Wednesday, 12 September 2012
Bonny and Clyde
Or a general fuzziness about life in general caused, in part, by the unfamiliar sensation of the country being on the winning side in a quite spectacular way these last 4 weeks. English football has thrown a bowl of ice cold water in our faces though.
Not even the sheer numb skull behaviour of our banking institutions has caused me to blow a fuse. The first example of banks being total plonkers was when I sent a cheque to a mate. I made it out to "Tom....". the bank refused it. He goes by Tom although he is technically Michael Thomas, but one of his names is Tom. What petty security minded nonsense. So I had to send him another cheque.
My bank - the Halifax - once a proud independent building society- now part of the bankrupt Bank of Scotland conglomerate sent me a cheque for £1.01 - an adjustment to a savings account. I dutifully took the cheque along to a branch and shoved the cheque into the automatic cheque teller - which immediately shoved it back out. I tried again with the same result.
A week or so later I had another cheque or two to pay in. This time I went to my local branch and presented the aforementioned piece of paper, along with the other cheques to the automatic teller. The same reaction; the blighter steadfastly refused to accept a cheque issued by its own bank, but happily gobbled up the others. So I queued, for 15 minutes to pay in one cheque for the sum of £1.01.
On the Sunday afternoon, I had a call from the bank; their Customer Satisfaction team. They were aware that I'd recently carried out an "over the counter transaction" and wanted to know how it went for me.
I tried to explain that as a transaction it was a pretty minor affair. I grunted "Hello" to the counter clerk, handed over the cheque for £1.01, inserted my debit card. They looked at their screen for a second or two, printed out a receipt, I removed my card, they said could they help with anything else, I grunted "No" and left.
But no, my views on that transaction, no matter how brief, were vital to the bank's continuing endeavour to improve the banking experience of their customers. "On a scale of one to ten, one being poor, ten being excellent how would you rate ......" This went on for hours. I explained that the reason I was paying in one cheque to the value of £1.01, issued by the Halifax was because their machines in various locations across this immense capital city of ours refused to accept the bloody thing. I also pointed out that I had to queue for 15 minutes, and putting my hourly rate at £300 the opportunity costs amounted to £75.

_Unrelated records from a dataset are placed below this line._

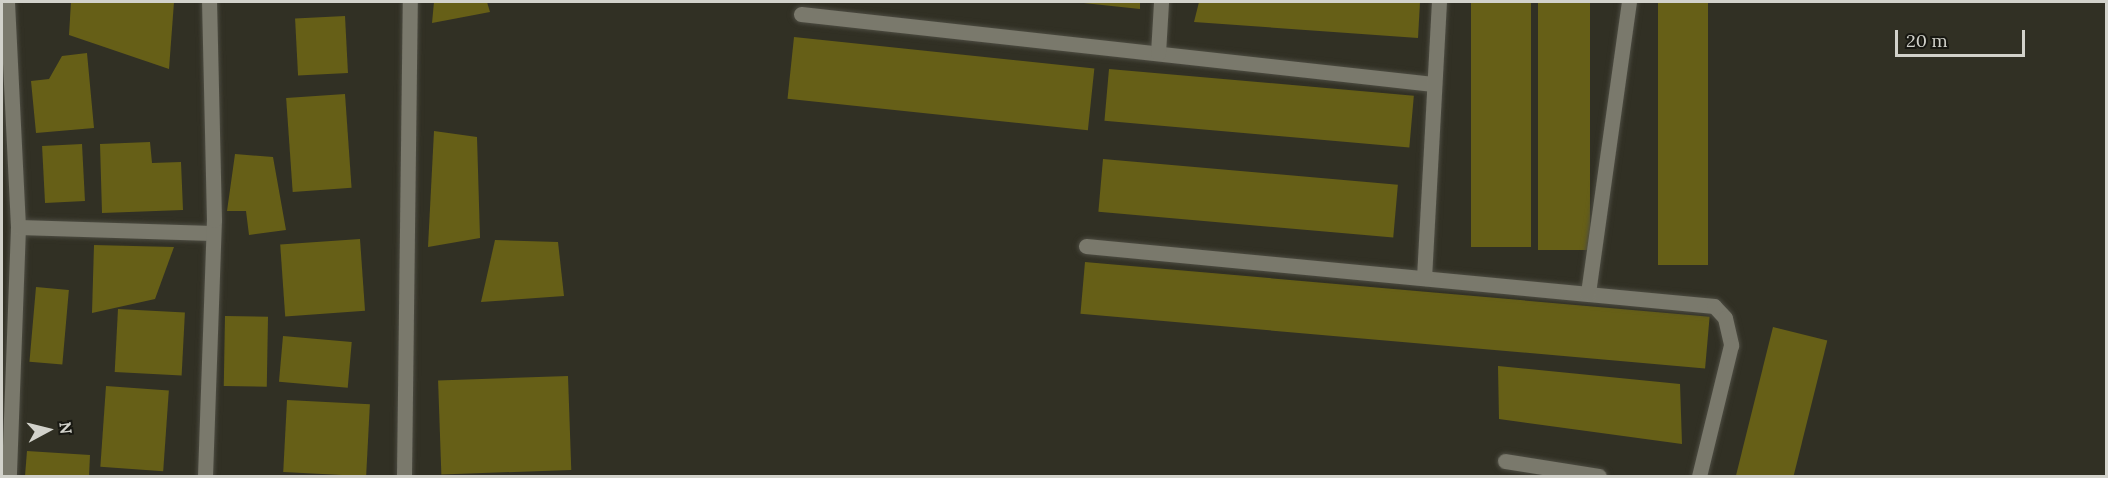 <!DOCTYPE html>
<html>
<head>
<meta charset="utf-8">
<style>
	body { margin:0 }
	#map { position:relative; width:2108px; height:478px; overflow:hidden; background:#313024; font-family:Lora,serif }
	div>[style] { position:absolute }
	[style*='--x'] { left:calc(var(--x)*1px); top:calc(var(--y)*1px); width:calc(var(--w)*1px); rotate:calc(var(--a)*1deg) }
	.building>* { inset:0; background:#665f17; transform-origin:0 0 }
	.roads { filter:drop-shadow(0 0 2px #4d4c42) drop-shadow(0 0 2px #4d4c42) }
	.minor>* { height:15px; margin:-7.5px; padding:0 7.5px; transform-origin:7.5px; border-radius:7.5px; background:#7a796c }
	span { translate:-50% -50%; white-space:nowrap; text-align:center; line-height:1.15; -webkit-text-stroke:6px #181812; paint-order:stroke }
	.frame { position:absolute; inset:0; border:3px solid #d2d2cb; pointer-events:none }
	.north { position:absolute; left:18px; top:400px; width:60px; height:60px; -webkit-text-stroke:4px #181812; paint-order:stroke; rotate:83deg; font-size:16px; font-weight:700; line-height:24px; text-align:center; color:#d2d2cb }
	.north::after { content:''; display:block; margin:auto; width:21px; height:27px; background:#d2d2cb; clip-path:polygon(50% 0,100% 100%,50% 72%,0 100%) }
	.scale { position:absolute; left:1895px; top:30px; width:130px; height:27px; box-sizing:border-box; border:3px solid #d2d2cb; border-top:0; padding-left:8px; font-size:18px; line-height:21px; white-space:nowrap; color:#d2d2cb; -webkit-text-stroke:4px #181812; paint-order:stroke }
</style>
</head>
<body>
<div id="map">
	<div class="building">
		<i style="clip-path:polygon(71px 2px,174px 2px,169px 69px,69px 35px)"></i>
		<i style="clip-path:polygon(434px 2px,487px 2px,490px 12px,432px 23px)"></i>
		<i style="clip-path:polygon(1074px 2px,1140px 2px,1140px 9px)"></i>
		<i style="clip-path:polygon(1199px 2px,1420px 2px,1418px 38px,1194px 22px)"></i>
		<i style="left:1471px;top:2px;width:60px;height:245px"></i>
		<i style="left:1538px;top:2px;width:52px;height:248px"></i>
		<i style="left:1658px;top:2px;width:50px;height:263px"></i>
		<i style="left:345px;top:16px;width:57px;height:50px;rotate:87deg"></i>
		<i style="left:794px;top:37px;width:302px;height:62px;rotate:6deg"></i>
		<i style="clip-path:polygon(87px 53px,94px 128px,36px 133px,31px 81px,49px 79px,62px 56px)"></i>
		<i style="left:1109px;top:69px;width:306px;height:52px;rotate:5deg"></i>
		<i style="left:345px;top:94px;width:94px;height:59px;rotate:86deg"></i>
		<i style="clip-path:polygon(434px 131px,477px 137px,480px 238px,428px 247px)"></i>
		<i style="clip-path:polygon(150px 142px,152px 163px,181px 162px,183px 210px,102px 213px,100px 144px)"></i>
		<i style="left:82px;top:144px;width:57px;height:40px;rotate:87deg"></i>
		<i style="clip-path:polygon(235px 154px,273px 157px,286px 230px,249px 235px,246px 211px,227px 211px)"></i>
		<i style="left:1103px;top:159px;width:296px;height:53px;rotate:5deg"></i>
		<i style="left:360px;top:239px;width:72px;height:80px;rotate:86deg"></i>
		<i style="clip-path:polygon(495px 240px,558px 242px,564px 296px,481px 302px)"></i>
		<i style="clip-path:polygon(94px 245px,174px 247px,155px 299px,92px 313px)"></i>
		<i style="left:1085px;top:262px;width:627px;height:52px;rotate:5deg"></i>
		<i style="left:36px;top:287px;width:33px;height:75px;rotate:5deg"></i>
		<i style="left:118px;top:309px;width:67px;height:63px;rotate:3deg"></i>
		<i style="left:225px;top:316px;width:43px;height:70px;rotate:1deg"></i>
		<i style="left:1773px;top:327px;width:56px;height:153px;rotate:14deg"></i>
		<i style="left:283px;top:336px;width:69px;height:46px;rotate:5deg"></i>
		<i style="clip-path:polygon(1498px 366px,1680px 384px,1682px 444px,1499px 419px)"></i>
		<i style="left:568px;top:376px;width:94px;height:130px;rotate:88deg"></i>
		<i style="left:106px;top:386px;width:63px;height:81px;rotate:4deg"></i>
		<i style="left:287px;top:400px;width:83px;height:72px;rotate:3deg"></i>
		<i style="clip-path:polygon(27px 451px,90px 455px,89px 476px,25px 476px)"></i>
	</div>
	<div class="roads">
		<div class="minor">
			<i style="--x:7;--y:2;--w:225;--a:87.2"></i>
			<i style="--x:18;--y:227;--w:249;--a:92.1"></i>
			<i style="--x:801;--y:14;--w:636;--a:6.32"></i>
			<i style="--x:1158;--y:53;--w:51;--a:-86.6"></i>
			<i style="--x:18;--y:227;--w:195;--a:1.8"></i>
			<i style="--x:1086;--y:246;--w:631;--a:5.46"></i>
			<i style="--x:1714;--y:306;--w:16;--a:47"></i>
			<i style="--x:1725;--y:318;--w:28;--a:77"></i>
			<i style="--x:1731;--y:345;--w:135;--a:103.7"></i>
			<i style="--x:1424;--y:278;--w:276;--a:-86.9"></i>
			<i style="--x:1588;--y:293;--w:294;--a:-82"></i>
			<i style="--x:1505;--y:461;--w:95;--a:9.1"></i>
			<i style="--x:205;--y:476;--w:256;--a:-88"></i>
			<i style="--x:214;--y:220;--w:218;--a:-91.3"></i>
			<i style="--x:404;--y:476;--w:474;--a:-89.3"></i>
		</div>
	</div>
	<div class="frame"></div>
	<div class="north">N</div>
	<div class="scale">20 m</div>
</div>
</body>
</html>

He took all this down and then asked would I recommend the bank to friends or colleagues! I stressed that I was only banking with Halifax because of a moment of madness five years when I left First Direct because Halifax were offering an insane 6% on current account balances up to £2,500. They promptly stopped that soon after I switched. I said that if I had my way I'd keep my cash under the mattress but the wife would complain.
He thanked me and wished me a pleasant what remained of a sunny Sunday afternoon. I fell back into the slumber from which the phone call had raised me.